**EXERCISE REQUIREMENTS:** From the entries below, copy exactly the lines from the one that contains "I am building a map index. Dump" through the one that contains "Parse the map", both included, and only those.

**DATA PROVIDED:**
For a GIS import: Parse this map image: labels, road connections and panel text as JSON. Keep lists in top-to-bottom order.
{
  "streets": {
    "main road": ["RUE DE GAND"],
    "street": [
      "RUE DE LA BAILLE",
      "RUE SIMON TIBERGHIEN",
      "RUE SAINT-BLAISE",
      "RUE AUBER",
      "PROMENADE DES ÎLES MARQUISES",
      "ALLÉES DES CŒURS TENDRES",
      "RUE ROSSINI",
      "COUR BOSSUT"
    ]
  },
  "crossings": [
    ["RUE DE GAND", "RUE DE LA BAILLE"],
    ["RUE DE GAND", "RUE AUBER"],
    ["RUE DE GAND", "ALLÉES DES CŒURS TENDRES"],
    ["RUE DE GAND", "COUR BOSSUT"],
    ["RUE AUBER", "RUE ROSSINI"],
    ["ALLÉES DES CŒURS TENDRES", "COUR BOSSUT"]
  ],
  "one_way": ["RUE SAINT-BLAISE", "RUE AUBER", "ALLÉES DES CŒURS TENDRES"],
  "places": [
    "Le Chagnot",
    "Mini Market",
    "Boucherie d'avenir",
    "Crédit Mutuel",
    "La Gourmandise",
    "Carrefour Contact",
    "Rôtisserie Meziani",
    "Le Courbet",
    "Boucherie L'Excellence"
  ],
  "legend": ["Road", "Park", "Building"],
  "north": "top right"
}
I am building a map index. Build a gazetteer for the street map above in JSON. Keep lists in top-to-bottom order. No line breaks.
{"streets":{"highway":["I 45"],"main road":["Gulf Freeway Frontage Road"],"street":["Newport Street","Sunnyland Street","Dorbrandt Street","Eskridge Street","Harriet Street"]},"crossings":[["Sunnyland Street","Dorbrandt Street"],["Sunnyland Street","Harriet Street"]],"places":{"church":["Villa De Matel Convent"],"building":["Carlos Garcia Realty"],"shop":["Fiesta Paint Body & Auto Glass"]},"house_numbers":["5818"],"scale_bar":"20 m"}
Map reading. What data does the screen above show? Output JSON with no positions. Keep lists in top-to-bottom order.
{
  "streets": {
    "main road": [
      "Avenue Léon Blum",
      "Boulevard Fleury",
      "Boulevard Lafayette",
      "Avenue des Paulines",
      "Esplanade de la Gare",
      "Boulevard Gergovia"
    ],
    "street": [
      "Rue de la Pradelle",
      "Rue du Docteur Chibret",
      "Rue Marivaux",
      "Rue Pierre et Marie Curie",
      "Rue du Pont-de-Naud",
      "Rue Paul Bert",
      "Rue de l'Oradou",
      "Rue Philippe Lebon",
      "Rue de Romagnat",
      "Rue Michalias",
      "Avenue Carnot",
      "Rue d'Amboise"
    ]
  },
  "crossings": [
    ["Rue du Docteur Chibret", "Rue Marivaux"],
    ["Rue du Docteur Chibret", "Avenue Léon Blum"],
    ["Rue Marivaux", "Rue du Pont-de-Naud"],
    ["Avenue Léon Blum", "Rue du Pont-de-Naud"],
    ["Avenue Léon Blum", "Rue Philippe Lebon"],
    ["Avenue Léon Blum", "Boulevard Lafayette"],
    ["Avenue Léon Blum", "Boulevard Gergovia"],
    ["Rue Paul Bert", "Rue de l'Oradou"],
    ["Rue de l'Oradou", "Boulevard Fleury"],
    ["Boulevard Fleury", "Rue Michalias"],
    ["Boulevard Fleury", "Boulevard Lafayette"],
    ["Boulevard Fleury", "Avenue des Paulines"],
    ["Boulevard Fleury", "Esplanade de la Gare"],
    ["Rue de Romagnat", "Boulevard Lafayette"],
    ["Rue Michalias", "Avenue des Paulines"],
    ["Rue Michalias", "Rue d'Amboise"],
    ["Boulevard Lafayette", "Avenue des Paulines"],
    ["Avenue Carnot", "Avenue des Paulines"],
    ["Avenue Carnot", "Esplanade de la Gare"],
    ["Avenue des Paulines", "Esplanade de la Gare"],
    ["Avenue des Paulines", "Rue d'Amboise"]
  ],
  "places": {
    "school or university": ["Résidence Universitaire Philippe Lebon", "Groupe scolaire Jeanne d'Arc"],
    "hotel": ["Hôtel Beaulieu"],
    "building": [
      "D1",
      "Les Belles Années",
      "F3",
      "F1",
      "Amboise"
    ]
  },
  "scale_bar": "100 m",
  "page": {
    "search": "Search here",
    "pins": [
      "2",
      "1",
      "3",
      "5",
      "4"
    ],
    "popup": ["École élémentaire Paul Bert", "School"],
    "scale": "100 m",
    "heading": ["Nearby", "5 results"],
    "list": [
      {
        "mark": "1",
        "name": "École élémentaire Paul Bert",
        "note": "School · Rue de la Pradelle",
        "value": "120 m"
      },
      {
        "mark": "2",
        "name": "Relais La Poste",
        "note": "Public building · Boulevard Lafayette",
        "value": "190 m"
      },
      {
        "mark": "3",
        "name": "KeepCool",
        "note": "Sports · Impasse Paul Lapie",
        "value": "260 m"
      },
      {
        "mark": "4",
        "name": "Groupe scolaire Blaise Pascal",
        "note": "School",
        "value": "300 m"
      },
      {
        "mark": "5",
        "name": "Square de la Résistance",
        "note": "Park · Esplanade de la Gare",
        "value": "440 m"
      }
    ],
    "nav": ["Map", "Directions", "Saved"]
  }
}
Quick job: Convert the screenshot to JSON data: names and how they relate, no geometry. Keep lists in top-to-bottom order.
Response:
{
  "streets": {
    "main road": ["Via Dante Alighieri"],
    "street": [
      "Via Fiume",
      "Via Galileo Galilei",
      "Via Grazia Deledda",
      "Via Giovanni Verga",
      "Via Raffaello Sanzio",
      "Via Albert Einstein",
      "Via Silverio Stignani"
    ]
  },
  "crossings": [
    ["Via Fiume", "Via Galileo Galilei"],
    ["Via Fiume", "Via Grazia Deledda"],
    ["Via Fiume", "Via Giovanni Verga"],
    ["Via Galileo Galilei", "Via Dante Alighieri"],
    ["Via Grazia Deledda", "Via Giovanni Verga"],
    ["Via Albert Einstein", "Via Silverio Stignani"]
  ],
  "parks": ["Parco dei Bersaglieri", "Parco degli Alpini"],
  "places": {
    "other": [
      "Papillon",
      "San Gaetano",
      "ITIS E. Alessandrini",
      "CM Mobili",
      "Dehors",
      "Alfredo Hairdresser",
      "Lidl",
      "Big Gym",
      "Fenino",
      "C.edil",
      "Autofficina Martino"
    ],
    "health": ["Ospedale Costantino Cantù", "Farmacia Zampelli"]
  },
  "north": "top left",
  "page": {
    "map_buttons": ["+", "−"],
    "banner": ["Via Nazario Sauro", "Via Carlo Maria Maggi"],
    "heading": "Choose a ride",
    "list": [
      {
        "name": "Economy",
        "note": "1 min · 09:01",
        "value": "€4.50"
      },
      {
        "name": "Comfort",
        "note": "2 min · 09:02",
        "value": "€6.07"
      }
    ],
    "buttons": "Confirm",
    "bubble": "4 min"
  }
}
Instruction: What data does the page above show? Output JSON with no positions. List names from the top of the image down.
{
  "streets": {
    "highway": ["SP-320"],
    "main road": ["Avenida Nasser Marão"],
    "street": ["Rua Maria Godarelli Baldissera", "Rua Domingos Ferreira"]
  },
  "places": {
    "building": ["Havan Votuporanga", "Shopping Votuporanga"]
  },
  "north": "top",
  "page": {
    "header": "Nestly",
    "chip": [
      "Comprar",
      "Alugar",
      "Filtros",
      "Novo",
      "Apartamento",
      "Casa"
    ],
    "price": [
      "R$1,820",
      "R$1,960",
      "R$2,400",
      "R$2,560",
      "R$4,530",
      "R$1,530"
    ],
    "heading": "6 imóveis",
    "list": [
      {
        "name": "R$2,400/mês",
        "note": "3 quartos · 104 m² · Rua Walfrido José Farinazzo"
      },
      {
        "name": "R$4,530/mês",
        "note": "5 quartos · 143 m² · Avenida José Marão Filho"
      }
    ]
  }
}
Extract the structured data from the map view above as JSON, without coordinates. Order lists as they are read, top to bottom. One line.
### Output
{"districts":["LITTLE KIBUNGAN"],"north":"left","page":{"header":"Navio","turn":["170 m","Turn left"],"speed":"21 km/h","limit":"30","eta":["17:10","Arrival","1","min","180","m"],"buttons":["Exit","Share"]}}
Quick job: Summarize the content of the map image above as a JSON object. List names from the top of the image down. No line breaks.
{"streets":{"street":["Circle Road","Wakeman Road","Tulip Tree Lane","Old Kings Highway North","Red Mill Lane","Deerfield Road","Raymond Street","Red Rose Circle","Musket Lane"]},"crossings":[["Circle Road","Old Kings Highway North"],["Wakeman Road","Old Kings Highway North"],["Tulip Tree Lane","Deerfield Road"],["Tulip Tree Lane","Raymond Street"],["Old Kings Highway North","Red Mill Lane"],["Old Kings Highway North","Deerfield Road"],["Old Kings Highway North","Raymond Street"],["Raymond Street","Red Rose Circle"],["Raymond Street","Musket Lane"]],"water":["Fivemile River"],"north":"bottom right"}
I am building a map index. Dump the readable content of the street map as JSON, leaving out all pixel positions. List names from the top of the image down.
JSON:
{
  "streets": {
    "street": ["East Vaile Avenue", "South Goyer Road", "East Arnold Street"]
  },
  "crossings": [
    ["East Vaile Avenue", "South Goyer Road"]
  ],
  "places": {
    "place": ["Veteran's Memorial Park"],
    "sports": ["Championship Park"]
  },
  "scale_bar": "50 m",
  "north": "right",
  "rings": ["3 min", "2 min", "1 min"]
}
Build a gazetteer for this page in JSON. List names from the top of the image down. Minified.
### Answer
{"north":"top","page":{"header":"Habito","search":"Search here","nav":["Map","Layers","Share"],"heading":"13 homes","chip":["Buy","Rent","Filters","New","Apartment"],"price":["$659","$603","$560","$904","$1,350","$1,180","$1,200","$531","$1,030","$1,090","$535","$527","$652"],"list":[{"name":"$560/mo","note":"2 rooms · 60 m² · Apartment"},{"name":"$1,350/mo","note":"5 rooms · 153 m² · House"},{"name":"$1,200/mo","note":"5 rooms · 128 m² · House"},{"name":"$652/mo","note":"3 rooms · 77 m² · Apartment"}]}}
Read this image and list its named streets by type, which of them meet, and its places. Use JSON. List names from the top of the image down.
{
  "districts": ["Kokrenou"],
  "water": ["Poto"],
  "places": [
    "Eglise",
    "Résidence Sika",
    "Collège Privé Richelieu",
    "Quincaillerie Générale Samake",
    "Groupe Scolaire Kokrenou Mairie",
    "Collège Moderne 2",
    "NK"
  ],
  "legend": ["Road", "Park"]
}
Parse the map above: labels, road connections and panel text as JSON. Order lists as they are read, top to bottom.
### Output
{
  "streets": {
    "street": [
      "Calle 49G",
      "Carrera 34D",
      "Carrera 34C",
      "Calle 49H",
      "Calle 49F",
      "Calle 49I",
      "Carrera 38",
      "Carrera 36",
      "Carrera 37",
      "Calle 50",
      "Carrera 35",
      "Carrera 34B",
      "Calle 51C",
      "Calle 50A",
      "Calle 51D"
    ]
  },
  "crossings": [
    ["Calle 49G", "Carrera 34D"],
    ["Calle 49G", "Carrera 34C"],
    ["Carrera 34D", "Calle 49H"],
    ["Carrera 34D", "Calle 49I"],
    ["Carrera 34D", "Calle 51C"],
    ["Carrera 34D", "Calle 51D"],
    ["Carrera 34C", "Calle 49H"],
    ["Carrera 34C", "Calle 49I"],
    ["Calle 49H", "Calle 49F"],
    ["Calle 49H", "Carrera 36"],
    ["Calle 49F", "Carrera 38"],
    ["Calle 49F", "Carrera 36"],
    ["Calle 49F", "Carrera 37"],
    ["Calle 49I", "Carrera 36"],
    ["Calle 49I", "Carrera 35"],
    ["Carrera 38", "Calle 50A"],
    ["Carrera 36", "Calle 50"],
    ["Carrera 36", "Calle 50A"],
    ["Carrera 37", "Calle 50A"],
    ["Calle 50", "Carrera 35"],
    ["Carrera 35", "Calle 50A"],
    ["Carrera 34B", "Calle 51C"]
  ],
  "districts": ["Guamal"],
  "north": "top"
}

**ANSWER SPACE:**
I am building a map index. Dump the readable content of the street map as JSON, leaving out all pixel positions. List names from the top of the image down.
JSON:
{
  "streets": {
    "street": ["East Vaile Avenue", "South Goyer Road", "East Arnold Street"]
  },
  "crossings": [
    ["East Vaile Avenue", "South Goyer Road"]
  ],
  "places": {
    "place": ["Veteran's Memorial Park"],
    "sports": ["Championship Park"]
  },
  "scale_bar": "50 m",
  "north": "right",
  "rings": ["3 min", "2 min", "1 min"]
}
Build a gazetteer for this page in JSON. List names from the top of the image down. Minified.
### Answer
{"north":"top","page":{"header":"Habito","search":"Search here","nav":["Map","Layers","Share"],"heading":"13 homes","chip":["Buy","Rent","Filters","New","Apartment"],"price":["$659","$603","$560","$904","$1,350","$1,180","$1,200","$531","$1,030","$1,090","$535","$527","$652"],"list":[{"name":"$560/mo","note":"2 rooms · 60 m² · Apartment"},{"name":"$1,350/mo","note":"5 rooms · 153 m² · House"},{"name":"$1,200/mo","note":"5 rooms · 128 m² · House"},{"name":"$652/mo","note":"3 rooms · 77 m² · Apartment"}]}}
Read this image and list its named streets by type, which of them meet, and its places. Use JSON. List names from the top of the image down.
{
  "districts": ["Kokrenou"],
  "water": ["Poto"],
  "places": [
    "Eglise",
    "Résidence Sika",
    "Collège Privé Richelieu",
    "Quincaillerie Générale Samake",
    "Groupe Scolaire Kokrenou Mairie",
    "Collège Moderne 2",
    "NK"
  ],
  "legend": ["Road", "Park"]
}
Parse the map above: labels, road connections and panel text as JSON. Order lists as they are read, top to bottom.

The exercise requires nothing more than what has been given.